Data for this task:
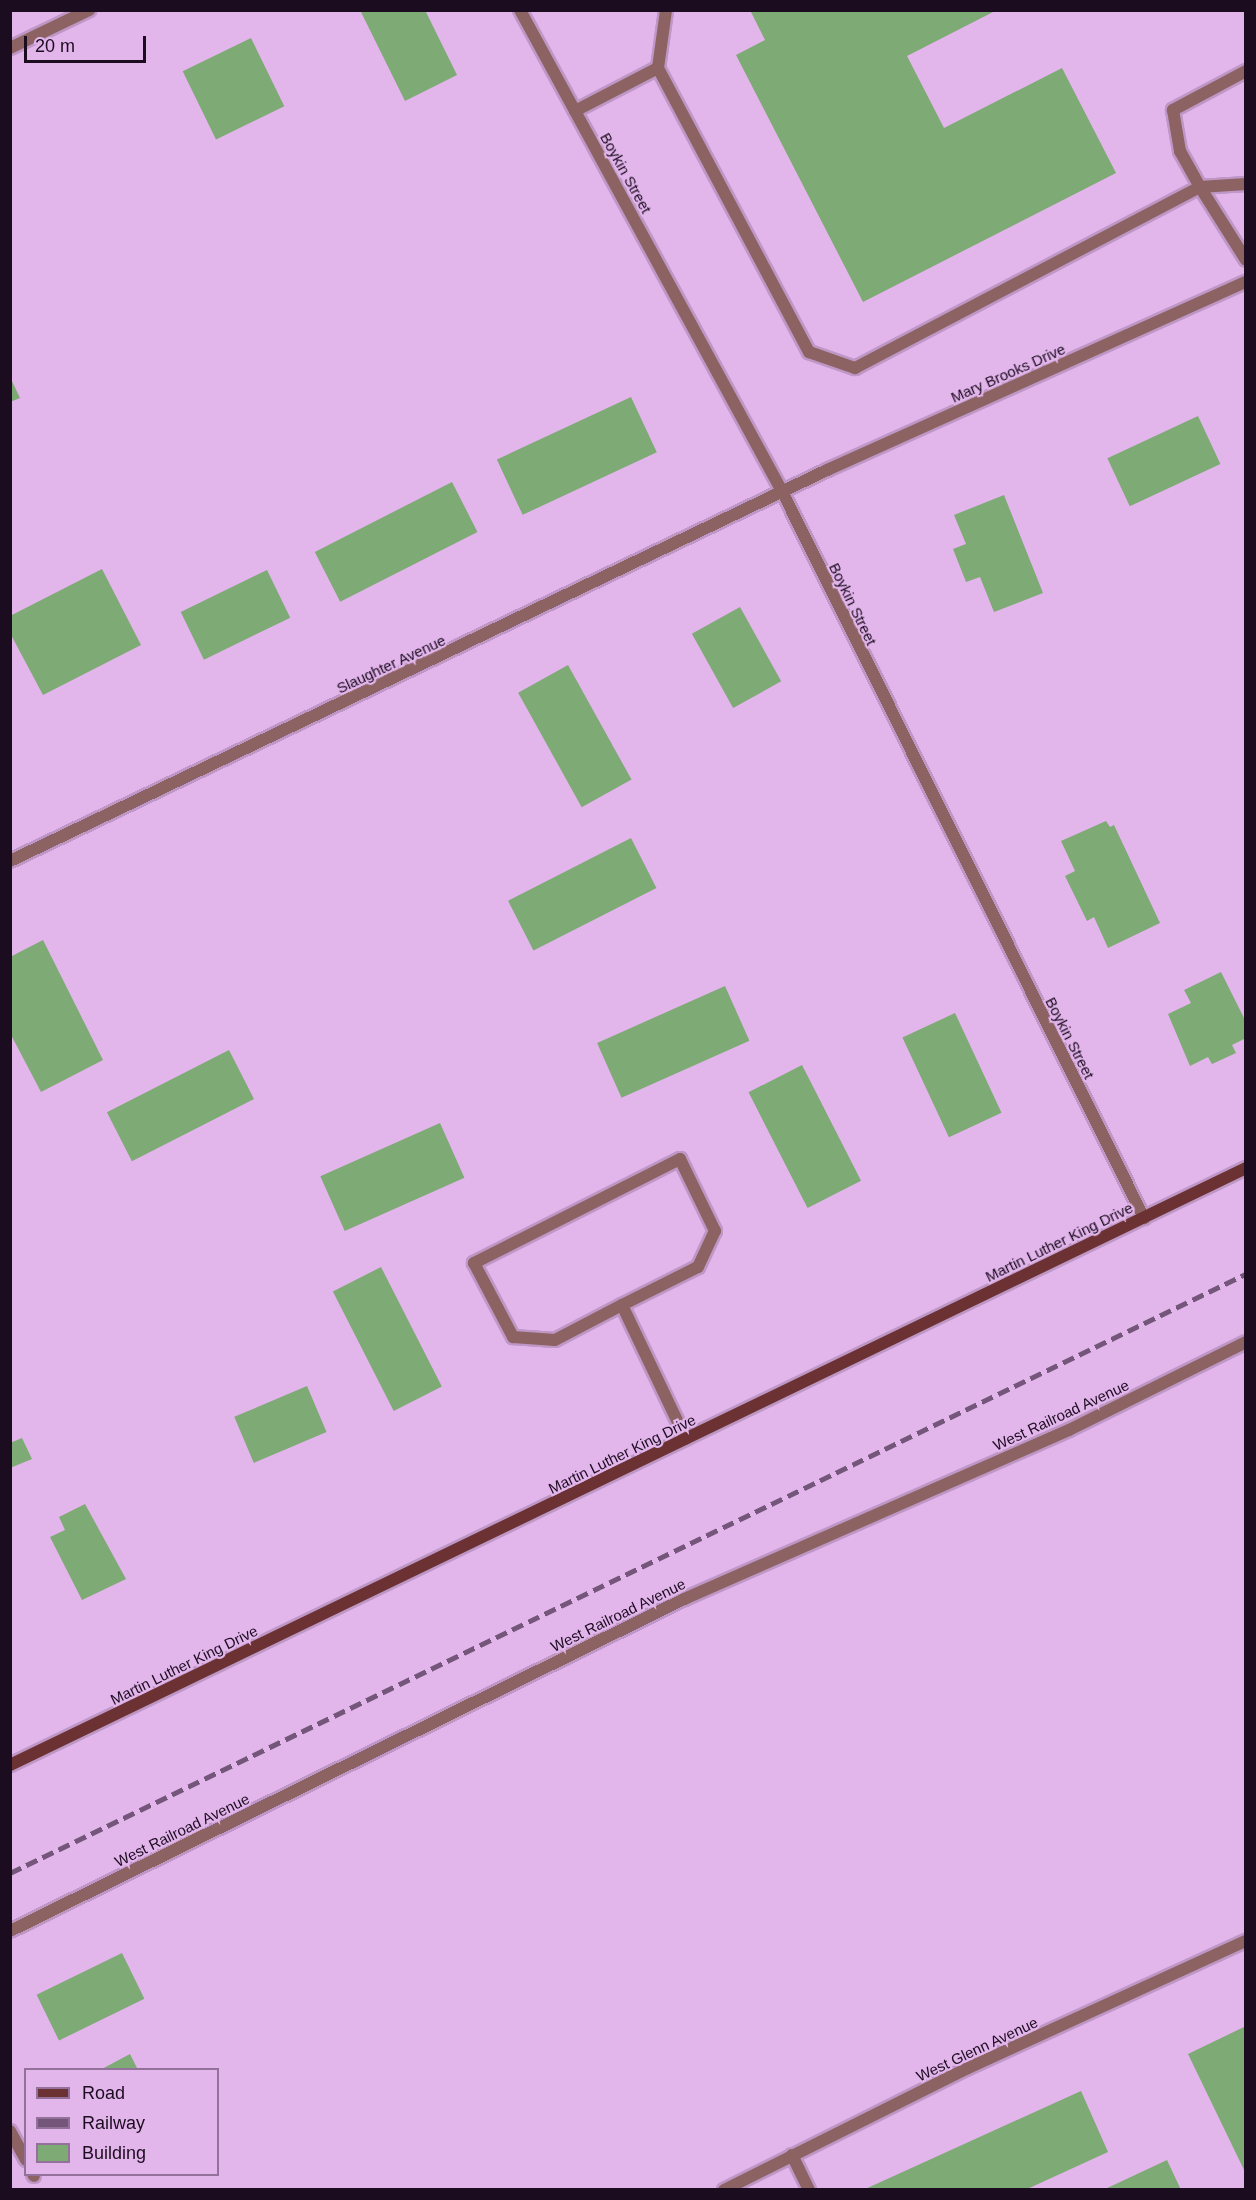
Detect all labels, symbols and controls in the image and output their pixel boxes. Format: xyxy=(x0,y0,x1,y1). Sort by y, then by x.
scale bar xyxy=(27,24,148,62)
text: 20 m xyxy=(35,36,75,56)
street label: Boykin Street xyxy=(597,130,655,216)
street label: Mary Brooks Drive xyxy=(948,340,1068,406)
street label: Boykin Street xyxy=(825,560,881,648)
street label: Slaughter Avenue xyxy=(333,631,449,697)
street label: Boykin Street xyxy=(1042,994,1098,1082)
street label: Martin Luther King Drive xyxy=(982,1198,1136,1286)
street label: West Railroad Avenue xyxy=(990,1375,1132,1455)
street label: Martin Luther King Drive xyxy=(545,1410,699,1498)
street label: West Railroad Avenue xyxy=(547,1574,689,1656)
street label: Martin Luther King Drive xyxy=(107,1621,261,1709)
street label: West Railroad Avenue xyxy=(111,1789,253,1871)
street label: West Glenn Avenue xyxy=(913,2013,1041,2085)
legend xyxy=(24,2068,219,2176)
text: Road xyxy=(82,2083,125,2103)
text: Railway xyxy=(82,2113,145,2133)
text: Building xyxy=(82,2143,146,2163)

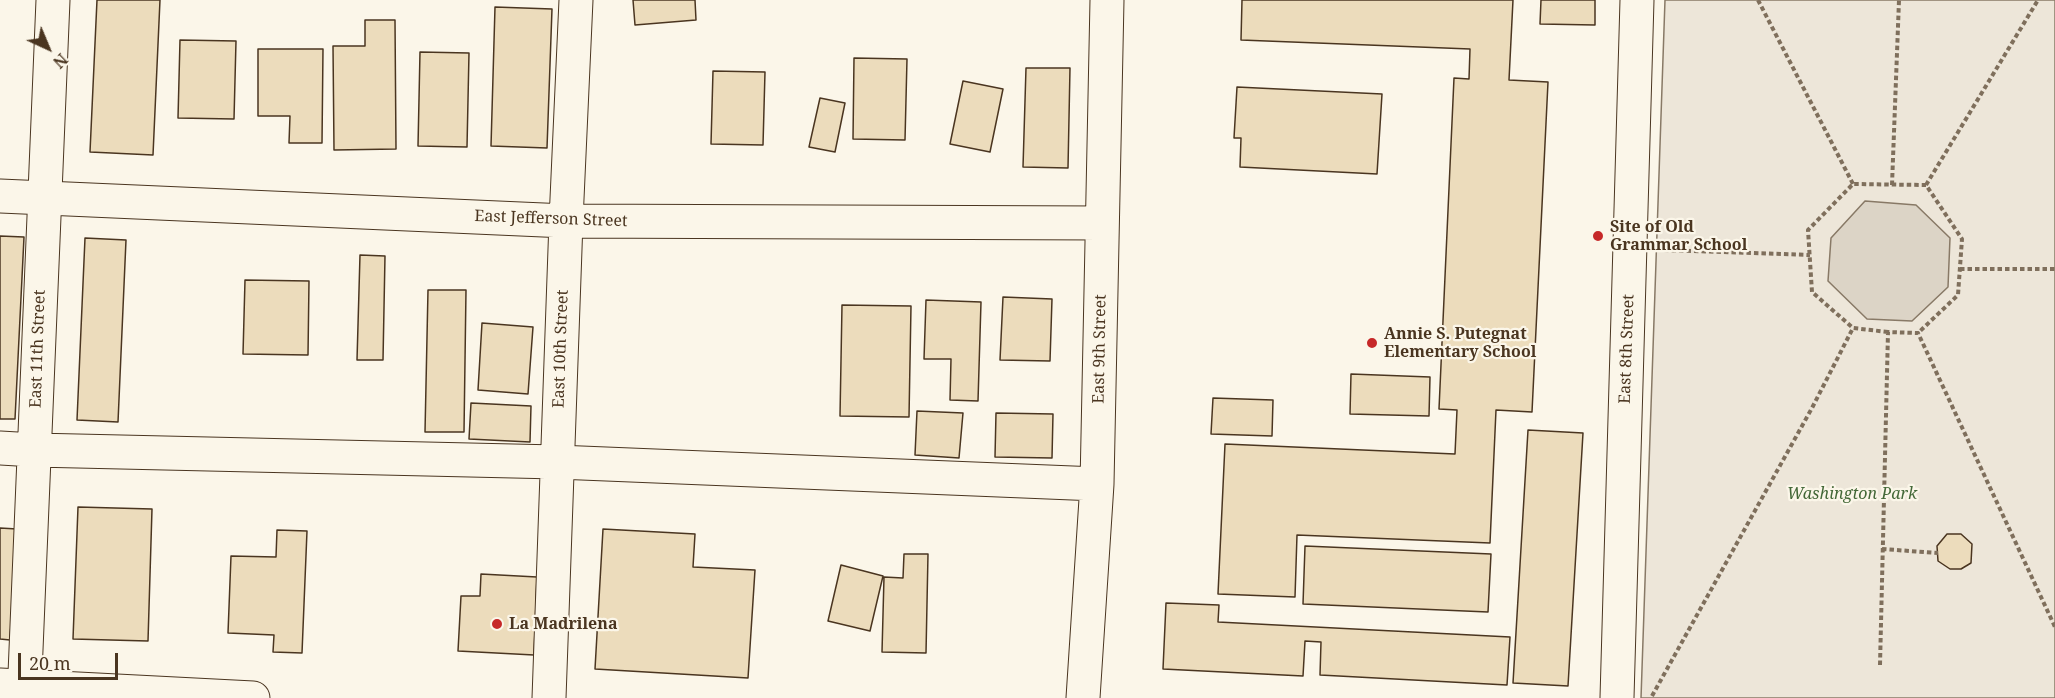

What to produce: Hand back every line of the material, exactly, without the pictures.

Solution for this task:
Detect all labels, symbols and controls in the image and output their pixel boxes. Format: xyxy=(x0,y0,x1,y1). Sort by y, then by x.
scale bar xyxy=(27,24,148,62)
text: 20 m xyxy=(35,36,75,56)
street label: Boykin Street xyxy=(597,130,655,216)
street label: Mary Brooks Drive xyxy=(948,340,1068,406)
street label: Boykin Street xyxy=(825,560,881,648)
street label: Slaughter Avenue xyxy=(333,631,449,697)
street label: Boykin Street xyxy=(1042,994,1098,1082)
street label: Martin Luther King Drive xyxy=(982,1198,1136,1286)
street label: West Railroad Avenue xyxy=(990,1375,1132,1455)
street label: Martin Luther King Drive xyxy=(545,1410,699,1498)
street label: West Railroad Avenue xyxy=(547,1574,689,1656)
street label: Martin Luther King Drive xyxy=(107,1621,261,1709)
street label: West Railroad Avenue xyxy=(111,1789,253,1871)
street label: West Glenn Avenue xyxy=(913,2013,1041,2085)
legend xyxy=(24,2068,219,2176)
text: Road xyxy=(82,2083,125,2103)
text: Railway xyxy=(82,2113,145,2133)
text: Building xyxy=(82,2143,146,2163)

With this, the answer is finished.